Bien que née au Danemark, Sigid Udset est une écrivaine norvégienne, sa famille s'étant installée en Norvège alors qu'elle avait deux ans.

Ses romans les plus célèbres sont Jenny, et surtout Kristin Lavransdatter.
Elle s'est convertie au catholicisme en 1924 et a obtenu le prix Nobel de littérature en 1928.

age heureux

- L'Age heureux, suivi de Simonsen (Den by Kehge Older, Simonsen, nouvelles traduites par V.Vinde, G.Sautreau et J.Jouquey). Bibliothèque Cosmopolite Stock. 142 pages.
Le titre de la première nouvelle, L'Age heureux, dépeint les espérances de jeunes filles qui débutent dans la vie, et leur confrontation à la réalité... et à ses désillusions. Ces jeunes filles ont des rêves, des espérances, des ambitions...

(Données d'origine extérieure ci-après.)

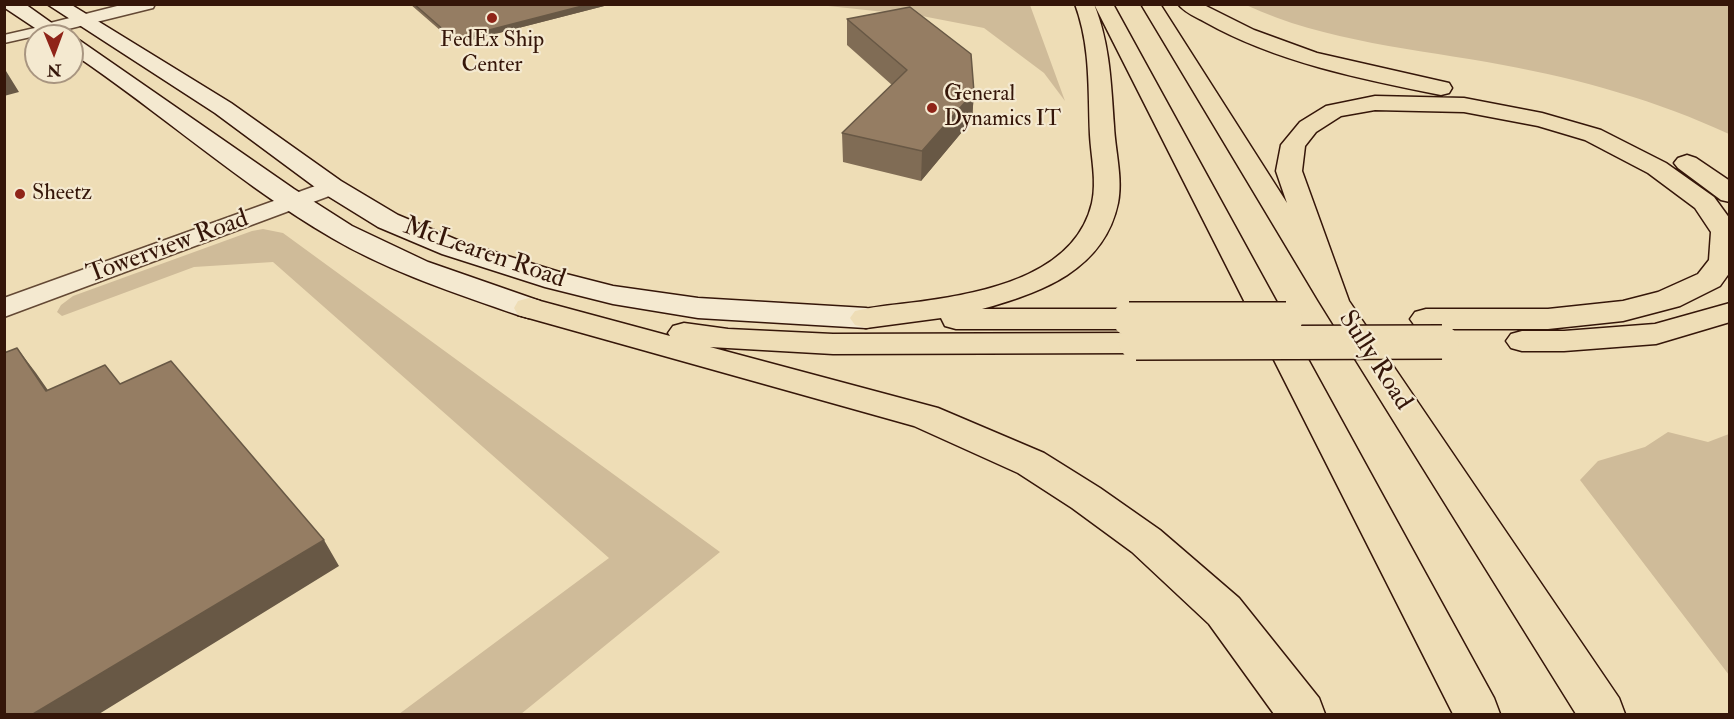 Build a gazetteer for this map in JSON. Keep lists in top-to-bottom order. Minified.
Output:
{"streets":{"highway":["Sully Road"],"main road":["McLearen Road"],"street":["Towerview Road"]},"crossings":[["Towerview Road","McLearen Road"]],"places":["FedEx Ship Center","General Dynamics IT","Sheetz"],"north":"bottom"}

Uni rêve de devenir actrice de théâtre. En attendant, elle joue le rôle - si l'on peut dire - de gouvernante dans la famille. Elle rencontre Dagmar, une ancienne amie de collège qui vient de se marier à Christophe, un capitaine de bateau, et l'invite à passer chez elle ; Dagmar dit à Uni :
"« Donne des leçons de musique. Ecoute, un vrai talent arrive à percer, malgré toutes les difficultés. Et puis il n'y a pas que ta voix, tu joues merveilleusement bien et tu es si belle. Quel avenir, ma chérie.
»
Dagmar versait du porto et parlait toujours...
« On serait bien ensemble, tu viendrais souvent ici ; puis tu te marierais avec un ami de Christophe, tu aurais une belle maison, tu recevrais toute la belle société. Non, Uni, dit Dagmar en croisant les jambes, la vie n'est pas si mauvaise qu'on le dit. »
" (page 18).

Le temps passe... combien, on ne le sait pas, Sigrid Undset ne donne pas d'indication sur les années qui défilent...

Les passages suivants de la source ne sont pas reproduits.